The right answer is sex outside the covenant of marriage is sinful and wrong.
Oral sex - wrong
Intercourse - wrong
Anything too specific can be worked around - you can find loopholes. It sounds to me like that is what you and your gf have been doing. Let me make it more basic and less specific by looking at outcomes instead of activities:

If a certain activity you guys do (if you kept on doing it to the logical end) results in either intense arousal or orgasm for either of you, it is sex and do not do it until after you are married. Period.

Several years back I was a regular on www.themarriagebed.com where this stuff is discussed in detail. An engaged couple was on there and both were orgasming just from kissing. (sounds strange but it can happen for some people) They thought it was great that they were getting all the benefits of sex (the physical relief and the emotional bonding) without actually having sex. The board members were somewhat divided. Both the Listowners and I tried to convince them that what they were doing was fornicating and making a pre-covenant bond that ought not to exist. I do not know if we succeeded or not.


While I understand your reasons for extending the guidelines given to us in Scripture, it should be recognized that these are extensions to what is given in Scripture and not simply interpretations of the Scriptural commands themselves. These kinds of hedges may be good in some circumstances, but not all.

One of the things that immediately jumped out at me when I read your definition was the idea of "intense arousal" being somehow by itself wrong. By that standard, there would have been many times that I would not have been permitted to be in the presence of my very lovely bride.
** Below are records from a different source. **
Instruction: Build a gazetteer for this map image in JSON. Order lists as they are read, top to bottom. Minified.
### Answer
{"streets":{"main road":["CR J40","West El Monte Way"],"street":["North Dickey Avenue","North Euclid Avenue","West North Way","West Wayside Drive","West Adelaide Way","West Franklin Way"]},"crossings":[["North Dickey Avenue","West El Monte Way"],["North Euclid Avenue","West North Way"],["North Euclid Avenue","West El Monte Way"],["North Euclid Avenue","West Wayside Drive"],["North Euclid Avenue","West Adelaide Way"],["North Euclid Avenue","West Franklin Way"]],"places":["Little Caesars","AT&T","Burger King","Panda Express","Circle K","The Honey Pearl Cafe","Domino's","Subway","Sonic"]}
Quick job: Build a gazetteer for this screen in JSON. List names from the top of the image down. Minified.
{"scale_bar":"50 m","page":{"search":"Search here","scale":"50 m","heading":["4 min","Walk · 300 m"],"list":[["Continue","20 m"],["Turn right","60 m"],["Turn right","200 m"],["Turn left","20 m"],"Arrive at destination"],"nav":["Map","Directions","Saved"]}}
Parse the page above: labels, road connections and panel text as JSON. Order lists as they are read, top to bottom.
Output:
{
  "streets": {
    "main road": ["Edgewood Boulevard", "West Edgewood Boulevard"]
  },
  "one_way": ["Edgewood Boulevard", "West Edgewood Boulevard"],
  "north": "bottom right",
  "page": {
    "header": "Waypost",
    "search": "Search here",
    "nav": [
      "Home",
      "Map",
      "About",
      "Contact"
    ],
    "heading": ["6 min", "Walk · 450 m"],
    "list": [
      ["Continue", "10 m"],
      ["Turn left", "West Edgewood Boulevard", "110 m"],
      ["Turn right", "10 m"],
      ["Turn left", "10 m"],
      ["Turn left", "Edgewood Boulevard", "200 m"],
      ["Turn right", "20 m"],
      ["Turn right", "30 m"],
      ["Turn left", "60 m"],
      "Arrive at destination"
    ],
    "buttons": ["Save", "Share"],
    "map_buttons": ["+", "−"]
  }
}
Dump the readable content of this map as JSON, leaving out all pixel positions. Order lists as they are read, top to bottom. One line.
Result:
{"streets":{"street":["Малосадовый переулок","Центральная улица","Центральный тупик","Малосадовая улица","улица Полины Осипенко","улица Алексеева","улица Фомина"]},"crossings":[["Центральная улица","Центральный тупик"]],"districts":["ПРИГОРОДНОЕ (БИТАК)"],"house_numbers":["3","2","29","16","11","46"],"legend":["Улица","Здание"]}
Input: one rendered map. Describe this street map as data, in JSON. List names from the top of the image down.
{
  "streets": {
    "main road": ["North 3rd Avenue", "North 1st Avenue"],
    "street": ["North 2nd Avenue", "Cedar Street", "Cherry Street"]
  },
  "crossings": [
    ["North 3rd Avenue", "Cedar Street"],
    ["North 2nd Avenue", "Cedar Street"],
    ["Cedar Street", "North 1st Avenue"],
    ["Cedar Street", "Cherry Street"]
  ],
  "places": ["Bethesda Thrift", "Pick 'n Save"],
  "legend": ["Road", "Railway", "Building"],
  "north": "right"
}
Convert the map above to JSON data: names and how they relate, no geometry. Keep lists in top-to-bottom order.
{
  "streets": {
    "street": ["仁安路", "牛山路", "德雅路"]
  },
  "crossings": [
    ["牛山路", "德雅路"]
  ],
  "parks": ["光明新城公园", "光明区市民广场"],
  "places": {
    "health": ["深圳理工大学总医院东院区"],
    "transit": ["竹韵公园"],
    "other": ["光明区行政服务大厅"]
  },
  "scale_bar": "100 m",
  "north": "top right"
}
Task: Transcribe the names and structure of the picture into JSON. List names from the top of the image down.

One of the many reasons I choose to marry her was because simply being in her presence caused very intense feelings that would have crossed the lines you have provided, without any thought, motive, etc... involved that would have indicated sin in thought or action.

ETA: I don't think I am unique in this area. My guess is that many couples experience this same desire which is one strong motivator for getting married sooner rather than later.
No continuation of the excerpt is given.